If the cluster node is not getting the correct hostname over DHCP after the cluster is up and running, such as during a reboot, the cluster will have a pending `csr`. **Do not** approve a `csr`, or other issues might arise.

.Addressing a `csr`

. Get CSRs on the cluster:
+
[source,terminal]
----
$ oc get csr
----

. Verify if a pending `csr` contains `Subject Name: localhost.localdomain`:
+
[source,terminal]
----
$ oc get csr <pending_csr> -o jsonpath='{.spec.request}' | base64 --decode | openssl req -noout -text
----

. Remove any `csr` that contains `Subject Name: localhost.localdomain`:
+
[source,terminal]
----
$ oc delete csr <wrong_csr>
----

== Routes do not reach endpoints

During the installation process, it is possible to encounter a Virtual Router Redundancy Protocol (VRRP) conflict. This conflict might occur if a previously used {product-title} node that was once part of a cluster deployment using a specific cluster name is still running but not part of the current {product-title} cluster deployment using that same cluster name.
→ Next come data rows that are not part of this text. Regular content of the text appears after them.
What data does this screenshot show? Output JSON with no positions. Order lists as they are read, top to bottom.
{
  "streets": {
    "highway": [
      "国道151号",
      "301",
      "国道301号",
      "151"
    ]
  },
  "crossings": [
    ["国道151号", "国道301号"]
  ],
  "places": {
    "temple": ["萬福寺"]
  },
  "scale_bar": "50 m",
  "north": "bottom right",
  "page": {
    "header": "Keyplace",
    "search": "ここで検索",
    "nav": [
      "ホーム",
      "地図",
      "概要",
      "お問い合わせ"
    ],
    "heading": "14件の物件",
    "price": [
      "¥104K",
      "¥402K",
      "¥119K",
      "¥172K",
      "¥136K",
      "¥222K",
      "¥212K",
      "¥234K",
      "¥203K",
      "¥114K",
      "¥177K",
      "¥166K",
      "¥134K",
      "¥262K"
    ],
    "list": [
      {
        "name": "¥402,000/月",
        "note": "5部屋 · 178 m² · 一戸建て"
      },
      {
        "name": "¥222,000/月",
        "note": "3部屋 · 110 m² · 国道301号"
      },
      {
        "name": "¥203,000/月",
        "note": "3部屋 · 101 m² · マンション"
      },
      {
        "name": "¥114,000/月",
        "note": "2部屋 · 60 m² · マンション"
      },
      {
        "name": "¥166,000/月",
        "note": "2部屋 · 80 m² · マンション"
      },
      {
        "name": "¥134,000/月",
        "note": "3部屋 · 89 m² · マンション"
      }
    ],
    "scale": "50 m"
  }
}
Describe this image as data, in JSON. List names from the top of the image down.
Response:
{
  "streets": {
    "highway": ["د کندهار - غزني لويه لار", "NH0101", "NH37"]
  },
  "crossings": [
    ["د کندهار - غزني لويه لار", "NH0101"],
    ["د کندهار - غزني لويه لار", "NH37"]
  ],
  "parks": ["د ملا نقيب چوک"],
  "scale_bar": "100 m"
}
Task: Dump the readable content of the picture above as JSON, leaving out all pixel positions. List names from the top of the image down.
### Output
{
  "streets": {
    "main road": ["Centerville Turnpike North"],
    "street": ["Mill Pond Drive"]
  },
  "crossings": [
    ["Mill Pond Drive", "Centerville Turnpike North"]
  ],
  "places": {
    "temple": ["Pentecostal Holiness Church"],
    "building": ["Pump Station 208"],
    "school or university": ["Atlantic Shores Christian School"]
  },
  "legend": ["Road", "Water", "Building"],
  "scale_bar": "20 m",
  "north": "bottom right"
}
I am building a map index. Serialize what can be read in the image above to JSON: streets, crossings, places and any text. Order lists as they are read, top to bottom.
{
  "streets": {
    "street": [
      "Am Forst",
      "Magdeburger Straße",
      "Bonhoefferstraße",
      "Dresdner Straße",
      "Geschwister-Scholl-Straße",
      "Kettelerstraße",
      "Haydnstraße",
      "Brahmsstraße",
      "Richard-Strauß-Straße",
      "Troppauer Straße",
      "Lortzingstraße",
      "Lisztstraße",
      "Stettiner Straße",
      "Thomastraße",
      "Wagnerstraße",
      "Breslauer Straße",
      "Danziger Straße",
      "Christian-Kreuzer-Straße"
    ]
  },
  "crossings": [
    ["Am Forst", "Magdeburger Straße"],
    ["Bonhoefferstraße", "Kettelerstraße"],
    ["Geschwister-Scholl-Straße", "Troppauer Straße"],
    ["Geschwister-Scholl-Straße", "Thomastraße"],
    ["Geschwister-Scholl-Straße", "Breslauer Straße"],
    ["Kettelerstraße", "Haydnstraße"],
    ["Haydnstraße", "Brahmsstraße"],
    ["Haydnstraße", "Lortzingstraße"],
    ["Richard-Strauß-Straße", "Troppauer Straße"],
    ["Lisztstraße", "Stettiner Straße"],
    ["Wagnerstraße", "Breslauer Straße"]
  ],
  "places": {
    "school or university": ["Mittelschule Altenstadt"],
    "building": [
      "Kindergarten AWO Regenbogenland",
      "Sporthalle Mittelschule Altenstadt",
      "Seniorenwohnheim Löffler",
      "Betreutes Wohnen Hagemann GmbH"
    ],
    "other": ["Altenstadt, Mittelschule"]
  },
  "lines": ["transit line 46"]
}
For example, a cluster was deployed using the cluster name `openshift`, deploying three control plane (master) nodes and three worker nodes. Later, a separate install uses the same cluster name `openshift`, but this redeployment only installed three control plane (master) nodes, leaving the three worker nodes from a previous deployment in an `ON` state. This might cause a Virtual Router Identifier (VRID) conflict and a VRRP conflict.

. Get the route:
+
[source,terminal]
----
$ oc get route oauth-openshift
----

. Check the service endpoint:
+
[source,terminal]
----
$ oc get svc oauth-openshift
----
+
[source,terminal]
----
NAME              TYPE        CLUSTER-IP      EXTERNAL-IP   PORT(S)   AGE
oauth-openshift   ClusterIP   172.30.19.162   <none>        443/TCP   59m
----

. Attempt to reach the service from a control plane (master) node:
+
[source,terminal]
----
[core@master0 ~]$ curl -k https://172.30.19.162
----
+
[source,terminal]
----
{
  "kind": "Status",
  "apiVersion": "v1",
  "metadata": {
  },
  "status": "Failure",
  "message": "forbidden: User \"system:anonymous\" cannot get path \"/\"",
  "reason": "Forbidden",
  "details": {
  },
  "code": 403
----

. Identify the `authentication-operator` errors from the `provisioner` node:
+
[source,terminal]
----
$ oc logs deployment/authentication-operator -n openshift-authentication-operator
----
+
[source,terminal]
----
Event(v1.ObjectReference{Kind:"Deployment", Namespace:"openshift-authentication-operator", Name:"authentication-operator", UID:"225c5bd5-b368-439b-9155-5fd3c0459d98", APIVersion:"apps/v1", ResourceVersion:"", FieldPath:""}): type: 'Normal' reason: 'OperatorStatusChanged' Status for clusteroperator/authentication changed: Degraded message changed from "IngressStateEndpointsDegraded: All 2 endpoints for oauth-server are reporting"
----

.Solution

. Ensure that the cluster name for every deployment is unique, ensuring no conflict.

. Turn off all the rogue nodes which are not part of the cluster deployment that are using the same cluster name. Otherwise, the authentication pod of the  {product-title} cluster might never start successfully.